* **Records provided**
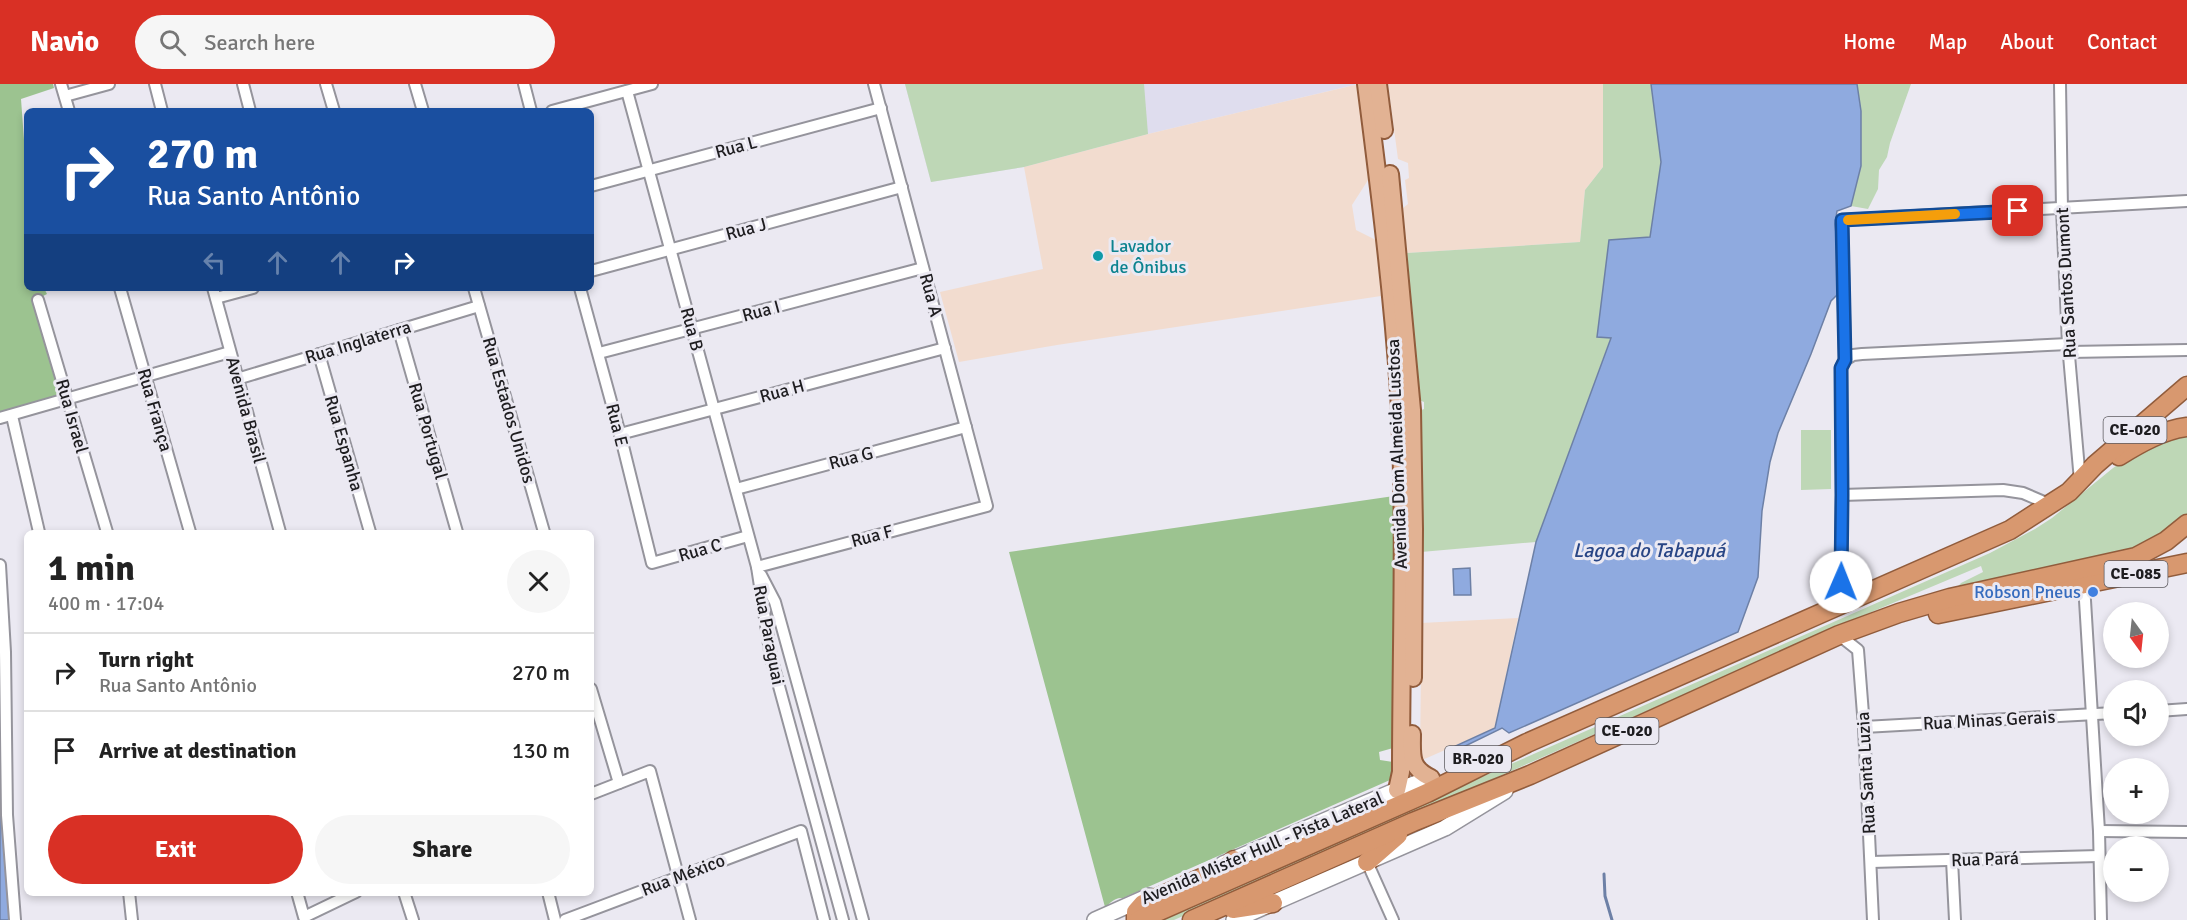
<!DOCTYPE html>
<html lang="en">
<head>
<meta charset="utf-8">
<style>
  :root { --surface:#fff; --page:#f6f6f6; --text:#222; --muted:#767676; --line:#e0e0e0; --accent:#d93025 }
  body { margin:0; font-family:Signika,sans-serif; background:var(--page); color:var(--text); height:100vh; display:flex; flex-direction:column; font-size:22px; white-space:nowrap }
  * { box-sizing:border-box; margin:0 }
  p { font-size:20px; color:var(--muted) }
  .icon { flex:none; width:33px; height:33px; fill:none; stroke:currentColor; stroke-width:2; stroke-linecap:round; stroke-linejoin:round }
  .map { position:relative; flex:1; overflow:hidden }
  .drawer { position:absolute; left:24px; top:446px; width:570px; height:366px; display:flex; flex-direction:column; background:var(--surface); border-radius:9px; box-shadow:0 3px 9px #0003 }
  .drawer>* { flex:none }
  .guide { position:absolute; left:24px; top:24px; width:570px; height:183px; border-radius:9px; box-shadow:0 3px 9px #0003; background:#1a4fa0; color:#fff; overflow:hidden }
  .needle { width:39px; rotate:165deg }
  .controls { position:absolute; left:2103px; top:518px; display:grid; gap:12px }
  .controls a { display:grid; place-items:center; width:66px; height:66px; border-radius:50%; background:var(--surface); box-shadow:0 3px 9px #0003; font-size:30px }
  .pin { position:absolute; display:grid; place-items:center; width:51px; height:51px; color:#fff; margin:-26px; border-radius:12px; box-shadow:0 3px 9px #0006 }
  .me { position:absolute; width:66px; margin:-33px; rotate:1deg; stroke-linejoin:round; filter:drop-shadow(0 0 4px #0008) }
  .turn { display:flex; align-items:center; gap:21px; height:126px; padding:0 24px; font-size:27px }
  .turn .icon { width:78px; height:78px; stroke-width:2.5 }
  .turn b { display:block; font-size:42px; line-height:51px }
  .lanes { display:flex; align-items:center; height:57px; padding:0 24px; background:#0003; justify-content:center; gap:30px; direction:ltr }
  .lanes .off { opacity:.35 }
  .round { display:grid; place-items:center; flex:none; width:63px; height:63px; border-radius:32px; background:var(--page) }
  .head { display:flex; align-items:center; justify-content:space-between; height:102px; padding:0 24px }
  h1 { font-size:36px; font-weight:700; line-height:45px }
  .button { display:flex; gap:12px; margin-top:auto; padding:12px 24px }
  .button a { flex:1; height:69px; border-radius:36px; background:var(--accent); color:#fff; font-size:24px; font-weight:700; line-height:69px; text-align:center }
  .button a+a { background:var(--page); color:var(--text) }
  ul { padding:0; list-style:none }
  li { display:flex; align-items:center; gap:18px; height:78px; padding:0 24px; border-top:2px solid var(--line) }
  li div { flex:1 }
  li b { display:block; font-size:22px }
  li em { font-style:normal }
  header { display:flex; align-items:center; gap:36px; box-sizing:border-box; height:84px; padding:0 30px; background:var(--accent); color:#fff }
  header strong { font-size:28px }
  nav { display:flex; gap:33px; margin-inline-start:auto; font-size:21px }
  .search { width:420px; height:54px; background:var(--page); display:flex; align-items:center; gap:15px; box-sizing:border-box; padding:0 21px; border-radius:33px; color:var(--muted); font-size:22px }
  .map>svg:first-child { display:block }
  .built { fill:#dfddee }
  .industrial { fill:#f2dccf }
  .green { fill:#bed7b6 }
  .forest { fill:#9cc390 }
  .water { fill:#8faadf; stroke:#6d80a6; stroke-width:1.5 }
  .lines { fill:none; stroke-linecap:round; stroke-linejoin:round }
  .stream { stroke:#6d80a6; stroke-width:3 }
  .minor-casing { stroke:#95949c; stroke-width:14 }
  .secondary-casing { stroke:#95949c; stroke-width:18 }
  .primary-casing { stroke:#915c3c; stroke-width:20 }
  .trunk-casing { stroke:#915c3c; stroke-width:21 }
  .minor { stroke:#fff; stroke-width:10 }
  .secondary { stroke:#fff; stroke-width:15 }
  .primary { stroke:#e2b293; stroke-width:16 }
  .trunk { stroke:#d8986f; stroke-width:18 }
  .route-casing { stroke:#114b97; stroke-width:15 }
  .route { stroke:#1a73e8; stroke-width:10 }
  .slow { stroke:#f59e0b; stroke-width:10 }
  .culture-dot { fill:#0f9aa8; stroke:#ebe9f2; stroke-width:2 }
  .shop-dot { fill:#3f7fe0; stroke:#ebe9f2; stroke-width:2 }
  .labels { text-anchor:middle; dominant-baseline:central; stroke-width:6; stroke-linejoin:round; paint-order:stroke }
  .shield { fill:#ebe9f2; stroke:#5c5a5f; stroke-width:1.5 }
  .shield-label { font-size:16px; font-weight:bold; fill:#1e1d20 }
  .street-label { font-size:18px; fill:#1e1d20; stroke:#ebe9f2 }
  .culture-label { font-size:18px; fill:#0d838f; stroke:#ebe9f2; text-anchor:start }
  .shop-label { font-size:18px; fill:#366cbe; stroke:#ebe9f2; text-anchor:end }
  .water-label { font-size:20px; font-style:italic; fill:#284585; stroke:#ebe9f2 }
</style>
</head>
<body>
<header>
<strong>Navio</strong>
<div class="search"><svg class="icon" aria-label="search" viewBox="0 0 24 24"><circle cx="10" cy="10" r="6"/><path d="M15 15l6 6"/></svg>Search here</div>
<nav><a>Home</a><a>Map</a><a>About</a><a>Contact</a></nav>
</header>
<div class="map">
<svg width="2187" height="836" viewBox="0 0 2187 836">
  <rect width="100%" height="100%" fill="#ebe9f2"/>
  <polygon class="built" points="905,0 1358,0 1148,50 1024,83 931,98"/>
  <g class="industrial">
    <polygon points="1359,0 1370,93 1352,121 1356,146 1376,156 1381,212 1057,261 959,278 940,208 1043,185 1024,83 1148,50"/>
    <polygon points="1388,0 1603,0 1603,83 1585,106 1580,158 1407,169 1402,125 1408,120 1405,96 1409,94 1408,79 1398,75"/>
    <polygon points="1518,534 1495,644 1420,677 1421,580 1423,575 1421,539"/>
  </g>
  <g class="green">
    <polygon points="905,0 1144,0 1148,50 1024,83 931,98"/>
    <polygon points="1603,0 1651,0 1661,78 1650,153 1597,252 1611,253 1536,458 1421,468 1419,327 1424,325 1424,318 1419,316 1407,169 1580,158 1585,106 1603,83"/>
    <polygon points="1857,0 1911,0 1890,59 1887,73 1879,86 1878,105 1868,125 1851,122 1861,82 1861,27"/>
    <polygon points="1801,346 1831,346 1831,405 1801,406"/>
    <polygon points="2187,350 2187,431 2172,445 2140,464 1953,508 1961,499 1983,488 1981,482 1862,532 1174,836 1157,836 1990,469 2035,445 2052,434 2113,384 2139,366"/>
  </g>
  <g class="forest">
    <polygon points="0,0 53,0 54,4 21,15 27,97 27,204 44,204 47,210 33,217 60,313 0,330"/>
    <path d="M1394,412L1393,664L1379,668L1380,676L1393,678L1390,696L1123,814C1114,813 1111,819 1105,823L1009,468Z"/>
  </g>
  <g class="water">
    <polygon points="1651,0 1857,0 1861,27 1861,82 1851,122 1837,127 1835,140 1839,179 1838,210 1831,217 1811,270 1778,349 1770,378 1762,427 1758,493 1738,548 1509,649 1502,644 1453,668 1451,664 1495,644 1536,458 1611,254 1597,253 1609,156 1650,153 1661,78"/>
    <polygon points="1470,484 1471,511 1454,511 1453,485"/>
    <polygon points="0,584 9,819 9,836 0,836"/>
  </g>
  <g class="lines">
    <polyline class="stream" points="1604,790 1605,812 1612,836"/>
    <defs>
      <g id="minor">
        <polyline points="61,0 69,27"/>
        <polyline points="155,0 162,27"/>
        <polyline points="243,0 250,27"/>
        <polyline points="326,0 334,27"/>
        <polyline points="415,0 423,27"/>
        <polyline points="524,0 531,27"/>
        <polyline points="2060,0 2062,125 2068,260 2080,397"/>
        <polyline points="627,7 757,483 771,573 843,836"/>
        <polyline points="65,12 109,0"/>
        <polyline points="552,27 652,0"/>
        <polyline points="591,102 881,24"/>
        <polyline points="591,187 902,103"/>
        <polyline points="120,204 190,448"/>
        <polyline points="213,204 280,448"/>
        <polyline points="474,204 544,448"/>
        <polyline points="580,204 620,350 652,479 748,452"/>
        <polyline points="216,214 253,204"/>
        <polyline points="38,216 107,448"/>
        <polyline points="399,246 457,448"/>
        <polyline points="2069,268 2187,266"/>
        <polyline points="599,269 923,184"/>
        <polyline points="319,270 370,448"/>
        <polyline points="1845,276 1853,271 1862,270 2068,260"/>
        <polyline points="237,295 479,222"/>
        <polyline points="12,332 39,448"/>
        <polyline points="0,334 230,268"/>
        <polyline points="620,350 945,264"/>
        <polyline points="736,405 966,343"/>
        <polyline points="1842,411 2003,406 2023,409 2051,421"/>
        <polyline points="0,481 5,568 7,731 15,836"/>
        <polyline points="757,483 987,422 874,0"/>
        <polyline points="761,491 775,518 863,836"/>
        <polyline points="2084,500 2099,747 2101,836"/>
        <polyline points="1840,521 1842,411 1841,284 1845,276 1842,136 2187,117"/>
        <polyline points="1839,551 1858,566 1864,643 1873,836"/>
        <polyline points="591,605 619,699"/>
        <polyline points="2158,627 2187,625"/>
        <polyline points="1864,643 2114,629"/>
        <polyline points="591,710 650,687 690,836"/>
        <polyline points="2099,747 2187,748"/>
        <polyline points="1952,776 1955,836"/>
        <polyline points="1367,778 1393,836"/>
        <polyline points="1871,778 2099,772"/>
        <polyline points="129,808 132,836"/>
        <polyline points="297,808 304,833 356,808"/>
        <polyline points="404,808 413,836"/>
        <polyline points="548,808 555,836"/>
        <polyline points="565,836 801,747 824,836"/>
      </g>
      <g id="secondary">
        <polyline points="1223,780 1397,706 1431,694"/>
        <polyline points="1095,836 1149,812"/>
        <polyline points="1234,836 1445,744 1505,707"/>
      </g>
      <g id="primary">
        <path d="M1366,0C1379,102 1392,204 1399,307C1406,434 1401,562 1401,688L1397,706"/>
        <polyline points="1378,0 1384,46"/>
        <polyline points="1390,90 1412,326 1414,445 1413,594"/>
        <path d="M1412,650C1412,671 1409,684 1431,694"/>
      </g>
      <g id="trunk">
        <path d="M2119,372C2140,359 2163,346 2187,343"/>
        <polyline points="1938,530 2187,479"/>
        <polyline points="1367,778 1398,751"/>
        <polyline points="1233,825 1273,819"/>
        <polyline points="1136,836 1136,828 1143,820 1226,783 1234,776"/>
        <polyline points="1139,836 1427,709 1527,659 2010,446 2069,408 2095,381 2187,302"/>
        <polyline points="1192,836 1413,738 1530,691 1839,551 1899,529 1950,514 2136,473 2166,457 2187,440"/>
      </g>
    </defs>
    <use href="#minor" class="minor-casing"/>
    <use href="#secondary" class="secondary-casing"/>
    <use href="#primary" class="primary-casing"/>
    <use href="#trunk" class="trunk-casing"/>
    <use href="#minor" class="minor"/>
    <use href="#secondary" class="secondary"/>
    <use href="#primary" class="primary"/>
    <use href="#trunk" class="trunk"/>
  </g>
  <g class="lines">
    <defs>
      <polyline id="route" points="1841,498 1842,411 1841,284 1845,276 1842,136 2018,127"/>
    </defs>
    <use href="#route" class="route-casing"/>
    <use href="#route" class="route"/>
    <polyline class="slow" points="1848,136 1955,130"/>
  </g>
  <circle class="culture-dot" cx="1098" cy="172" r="6"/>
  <circle class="shop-dot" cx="2093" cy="508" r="6"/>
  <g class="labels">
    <g class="shield">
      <rect x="2103.5" y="333" width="63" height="26" rx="4.5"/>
      <rect x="2104.5" y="477" width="63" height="26" rx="4.5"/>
      <rect x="1595.5" y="634" width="63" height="26" rx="4.5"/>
      <rect x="1445" y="662" width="66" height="26" rx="4.5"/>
    </g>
    <g class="shield-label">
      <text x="2135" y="346">CE-020</text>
      <text x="2136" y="490">CE-085</text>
      <text x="1627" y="647">CE-020</text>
      <text x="1478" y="675">BR-020</text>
    </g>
    <g class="street-label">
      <text transform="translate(736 63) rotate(-15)">Rua L</text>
      <text transform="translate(746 145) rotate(-15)">Rua J</text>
      <text transform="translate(2066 199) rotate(-93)">Rua Santos Dumont</text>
      <text transform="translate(931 211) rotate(75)">Rua A</text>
      <text transform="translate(761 227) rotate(-15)">Rua I</text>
      <text transform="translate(692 245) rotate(75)">Rua B</text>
      <text transform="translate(358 258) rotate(-17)">Rua Inglaterra</text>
      <text transform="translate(782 307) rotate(-15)">Rua H</text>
      <text transform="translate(155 326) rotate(74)">Rua França</text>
      <text transform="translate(246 326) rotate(75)">Avenida Brasil</text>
      <text transform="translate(509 326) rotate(74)">Rua Estados Unidos</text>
      <text transform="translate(72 332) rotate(74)">Rua Israel</text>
      <text transform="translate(617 341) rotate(76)">Rua E</text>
      <text transform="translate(428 347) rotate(74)">Rua Portugal</text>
      <text transform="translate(344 359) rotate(74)">Rua Espanha</text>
      <text transform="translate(1397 370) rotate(-92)">Avenida Dom Almeida Lustosa</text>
      <text transform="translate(851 374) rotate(-15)">Rua G</text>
      <text transform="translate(872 452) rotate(-15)">Rua F</text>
      <text transform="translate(700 466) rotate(-16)">Rua C</text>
      <text transform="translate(769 551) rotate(79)">Rua Paraguai</text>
      <text transform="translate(1989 636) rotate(-3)">Rua Minas Gerais</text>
      <text transform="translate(1866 689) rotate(-93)">Rua Santa Luzia</text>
      <text transform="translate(1262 764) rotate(-23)">Avenida Mister Hull - Pista Lateral</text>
      <text transform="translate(1985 775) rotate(-2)">Rua Pará</text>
      <text transform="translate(683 791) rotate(-21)">Rua México</text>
    </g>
    <g class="culture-label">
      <text x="1110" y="162">Lavador<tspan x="1110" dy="21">de Ônibus</tspan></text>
    </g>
    <g class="shop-label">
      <text x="2081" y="508">Robson Pneus</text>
    </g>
    <g class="water-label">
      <text x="1649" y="466">Lagoa do Tabapuá</text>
    </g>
  </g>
</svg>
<div class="controls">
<a><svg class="needle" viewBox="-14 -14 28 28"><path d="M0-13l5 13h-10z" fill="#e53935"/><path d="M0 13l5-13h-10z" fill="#767676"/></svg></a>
<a><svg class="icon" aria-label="sound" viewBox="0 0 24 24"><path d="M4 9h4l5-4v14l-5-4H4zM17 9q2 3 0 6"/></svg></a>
<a>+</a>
<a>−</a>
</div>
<div class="pin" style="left:2018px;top:127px;background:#d93025"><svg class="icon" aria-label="arrive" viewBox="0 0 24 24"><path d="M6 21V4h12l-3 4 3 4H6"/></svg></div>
<svg class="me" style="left:1841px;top:498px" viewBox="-20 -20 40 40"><circle r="19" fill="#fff"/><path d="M0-13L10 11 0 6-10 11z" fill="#1a73e8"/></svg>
<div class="guide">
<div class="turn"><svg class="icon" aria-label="right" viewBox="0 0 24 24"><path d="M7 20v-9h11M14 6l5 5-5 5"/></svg><div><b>270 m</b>Rua Santo Antônio</div></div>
<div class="lanes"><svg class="icon off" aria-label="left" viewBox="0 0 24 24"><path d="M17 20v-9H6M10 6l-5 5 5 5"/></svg><svg class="icon off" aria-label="ahead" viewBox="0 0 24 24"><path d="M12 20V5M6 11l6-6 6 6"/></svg><svg class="icon off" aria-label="ahead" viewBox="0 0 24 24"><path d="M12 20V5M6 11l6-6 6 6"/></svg><svg class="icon" aria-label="right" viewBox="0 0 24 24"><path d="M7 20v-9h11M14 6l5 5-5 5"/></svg></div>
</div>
<section class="drawer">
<div class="head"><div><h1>1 min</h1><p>400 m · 17:04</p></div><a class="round"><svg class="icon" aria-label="close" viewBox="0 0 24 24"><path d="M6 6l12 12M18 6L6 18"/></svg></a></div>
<ul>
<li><svg class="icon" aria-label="right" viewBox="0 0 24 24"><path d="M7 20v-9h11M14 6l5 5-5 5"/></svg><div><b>Turn right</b><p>Rua Santo Antônio</p></div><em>270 m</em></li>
<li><svg class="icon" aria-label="arrive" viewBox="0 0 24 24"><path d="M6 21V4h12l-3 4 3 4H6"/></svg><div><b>Arrive at destination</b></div><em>130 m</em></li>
</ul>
<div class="button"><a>Exit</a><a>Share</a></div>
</section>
</div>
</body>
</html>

* **Instructions to follow**
All that is needed is the exact run of lines from the start of the material above through the one containing "position:absolute; display:grid; place-items:center;", pictures left out.

* **Task solution**
<!DOCTYPE html>
<html lang="en">
<head>
<meta charset="utf-8">
<style>
  :root { --surface:#fff; --page:#f6f6f6; --text:#222; --muted:#767676; --line:#e0e0e0; --accent:#d93025 }
  body { margin:0; font-family:Signika,sans-serif; background:var(--page); color:var(--text); height:100vh; display:flex; flex-direction:column; font-size:22px; white-space:nowrap }
  * { box-sizing:border-box; margin:0 }
  p { font-size:20px; color:var(--muted) }
  .icon { flex:none; width:33px; height:33px; fill:none; stroke:currentColor; stroke-width:2; stroke-linecap:round; stroke-linejoin:round }
  .map { position:relative; flex:1; overflow:hidden }
  .drawer { position:absolute; left:24px; top:446px; width:570px; height:366px; display:flex; flex-direction:column; background:var(--surface); border-radius:9px; box-shadow:0 3px 9px #0003 }
  .drawer>* { flex:none }
  .guide { position:absolute; left:24px; top:24px; width:570px; height:183px; border-radius:9px; box-shadow:0 3px 9px #0003; background:#1a4fa0; color:#fff; overflow:hidden }
  .needle { width:39px; rotate:165deg }
  .controls { position:absolute; left:2103px; top:518px; display:grid; gap:12px }
  .controls a { display:grid; place-items:center; width:66px; height:66px; border-radius:50%; background:var(--surface); box-shadow:0 3px 9px #0003; font-size:30px }
  .pin { position:absolute; display:grid; place-items:center; width:51px; height:51px; color:#fff; margin:-26px; border-radius:12px; box-shadow:0 3px 9px #0006 }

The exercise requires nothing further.